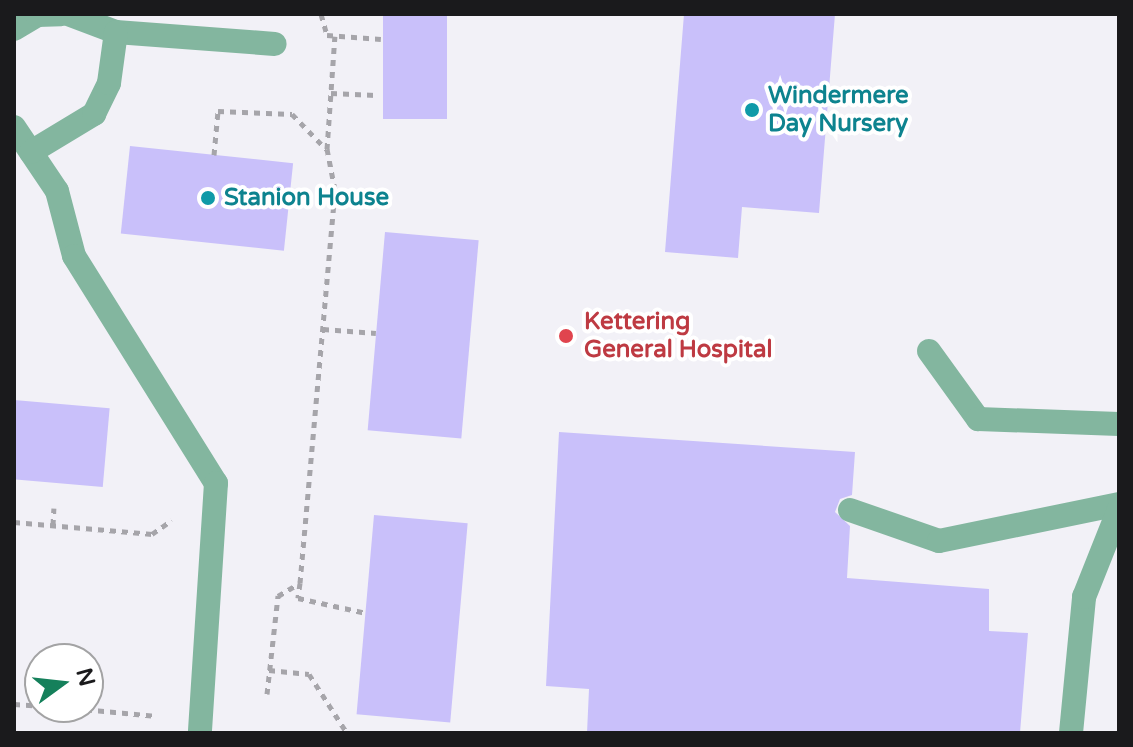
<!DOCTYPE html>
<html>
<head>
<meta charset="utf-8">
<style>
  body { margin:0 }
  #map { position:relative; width:1133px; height:747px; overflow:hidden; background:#f2f1f7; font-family:"Varela Round",sans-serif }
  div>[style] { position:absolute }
  .building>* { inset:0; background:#c9c0fa; transform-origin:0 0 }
  .path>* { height:5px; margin-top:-2.5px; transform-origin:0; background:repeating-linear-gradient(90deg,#a6a5aa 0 6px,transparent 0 12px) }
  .minor>* { height:24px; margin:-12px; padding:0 12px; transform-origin:12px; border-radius:12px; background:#83b69f }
  .dots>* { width:22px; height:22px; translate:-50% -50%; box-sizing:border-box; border:4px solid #fff; border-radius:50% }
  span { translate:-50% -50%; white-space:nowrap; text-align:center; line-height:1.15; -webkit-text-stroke:8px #fff; paint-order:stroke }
  .culture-label { font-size:24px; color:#0d838f; font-weight:700 }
  .left { translate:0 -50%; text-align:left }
  .health-label { font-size:24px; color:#be3a42; font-weight:700 }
  .frame { position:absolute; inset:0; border:16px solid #1a1a1c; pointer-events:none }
  .north { position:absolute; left:24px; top:643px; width:80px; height:80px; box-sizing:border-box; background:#fff; border:2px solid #a3a3a4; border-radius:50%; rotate:75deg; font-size:22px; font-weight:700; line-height:32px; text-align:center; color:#1a1a1c }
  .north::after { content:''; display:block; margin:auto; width:28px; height:36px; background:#15805b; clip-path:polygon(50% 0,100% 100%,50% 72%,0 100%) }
</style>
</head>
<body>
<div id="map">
  <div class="building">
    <div style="left:383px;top:14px;width:64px;height:105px"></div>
    <div style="clip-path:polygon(684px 14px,835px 14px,819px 213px,742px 207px,738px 258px,665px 252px)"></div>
    <div style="left:130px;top:146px;width:164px;height:88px;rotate:6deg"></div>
    <div style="left:385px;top:232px;width:94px;height:199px;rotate:5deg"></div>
    <div style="left:14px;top:400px;width:96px;height:79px;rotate:5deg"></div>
    <div style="clip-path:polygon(559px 432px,855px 452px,852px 495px,840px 499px,835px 512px,850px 526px,847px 578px,989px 589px,989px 631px,1028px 633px,1020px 733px,587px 733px,589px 689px,546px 686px)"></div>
    <div style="left:374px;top:515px;width:94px;height:200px;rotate:5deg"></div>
  </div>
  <div class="path">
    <div style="left:321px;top:14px;width:22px;rotate:74deg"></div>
    <div style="left:327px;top:35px;width:54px;rotate:4.2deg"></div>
    <div style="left:331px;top:93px;width:45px;rotate:2.5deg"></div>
    <div style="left:214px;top:155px;width:44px;rotate:-84.8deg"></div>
    <div style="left:218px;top:111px;width:74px;rotate:2.3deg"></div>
    <div style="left:292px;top:114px;width:49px;rotate:45.8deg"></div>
    <div style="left:323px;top:329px;width:53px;rotate:4.3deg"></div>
    <div style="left:14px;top:522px;width:139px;rotate:5deg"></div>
    <div style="left:152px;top:534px;width:24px;rotate:-35deg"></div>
    <div style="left:53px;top:525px;width:17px;rotate:-87deg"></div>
    <div style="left:300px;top:583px;width:15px;rotate:98deg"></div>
    <div style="left:298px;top:598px;width:70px;rotate:12.4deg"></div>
    <div style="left:269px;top:670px;width:40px;rotate:5.7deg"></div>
    <div style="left:309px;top:674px;width:70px;rotate:57.2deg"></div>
    <div style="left:267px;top:694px;width:99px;rotate:-83.6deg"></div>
    <div style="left:278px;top:596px;width:26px;rotate:-31deg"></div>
    <div style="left:300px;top:583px;width:395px;rotate:-84.9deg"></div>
    <div style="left:335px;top:190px;width:42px;rotate:-101deg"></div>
    <div style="left:327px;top:149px;width:113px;rotate:-86deg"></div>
    <div style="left:14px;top:704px;width:26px;rotate:4deg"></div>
    <div style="left:62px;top:707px;width:95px;rotate:5.4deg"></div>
  </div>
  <div class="minor">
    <div style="left:68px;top:14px;width:51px;rotate:20.6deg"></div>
    <div style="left:116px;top:32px;width:159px;rotate:4.3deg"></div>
    <div style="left:14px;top:29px;width:27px;rotate:-31deg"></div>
    <div style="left:37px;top:15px;width:24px;rotate:-2deg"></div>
    <div style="left:14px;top:127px;width:77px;rotate:56.1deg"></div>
    <div style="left:57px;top:191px;width:67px;rotate:75.3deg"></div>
    <div style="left:74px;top:256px;width:268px;rotate:58deg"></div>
    <div style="left:216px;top:483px;width:251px;rotate:93.7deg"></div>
    <div style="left:31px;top:152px;width:74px;rotate:-31.1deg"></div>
    <div style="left:94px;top:114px;width:34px;rotate:-64deg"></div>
    <div style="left:109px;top:83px;width:51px;rotate:-82.2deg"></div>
    <div style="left:929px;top:351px;width:84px;rotate:54.2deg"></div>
    <div style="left:978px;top:419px;width:141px;rotate:2deg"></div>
    <div style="left:850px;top:510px;width:94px;rotate:19.2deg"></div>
    <div style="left:939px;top:541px;width:184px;rotate:-11.6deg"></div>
    <div style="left:1071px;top:733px;width:137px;rotate:-84.5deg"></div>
    <div style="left:1084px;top:597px;width:95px;rotate:-68.3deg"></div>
  </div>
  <div class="dots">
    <div style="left:752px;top:110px;background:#0f9aa8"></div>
    <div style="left:208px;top:198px;background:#0f9aa8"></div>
    <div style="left:566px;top:336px;background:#e0444e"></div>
  </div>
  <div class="culture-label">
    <span class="left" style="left:768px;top:110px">Windermere<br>Day Nursery</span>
    <span class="left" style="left:224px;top:198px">Stanion House</span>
  </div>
  <div class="health-label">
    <span class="left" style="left:584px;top:336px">Kettering<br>General Hospital</span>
  </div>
  <div class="frame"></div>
  <div class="north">N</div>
</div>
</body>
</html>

_ _ _ _ _

Starting at the top of the listing above, please restate word for word each line up to and including the one that holds "width:22px; height:22px; translate:-50%", omitting every image.

<!DOCTYPE html>
<html>
<head>
<meta charset="utf-8">
<style>
  body { margin:0 }
  #map { position:relative; width:1133px; height:747px; overflow:hidden; background:#f2f1f7; font-family:"Varela Round",sans-serif }
  div>[style] { position:absolute }
  .building>* { inset:0; background:#c9c0fa; transform-origin:0 0 }
  .path>* { height:5px; margin-top:-2.5px; transform-origin:0; background:repeating-linear-gradient(90deg,#a6a5aa 0 6px,transparent 0 12px) }
  .minor>* { height:24px; margin:-12px; padding:0 12px; transform-origin:12px; border-radius:12px; background:#83b69f }
  .dots>* { width:22px; height:22px; translate:-50% -50%; box-sizing:border-box; border:4px solid #fff; border-radius:50% }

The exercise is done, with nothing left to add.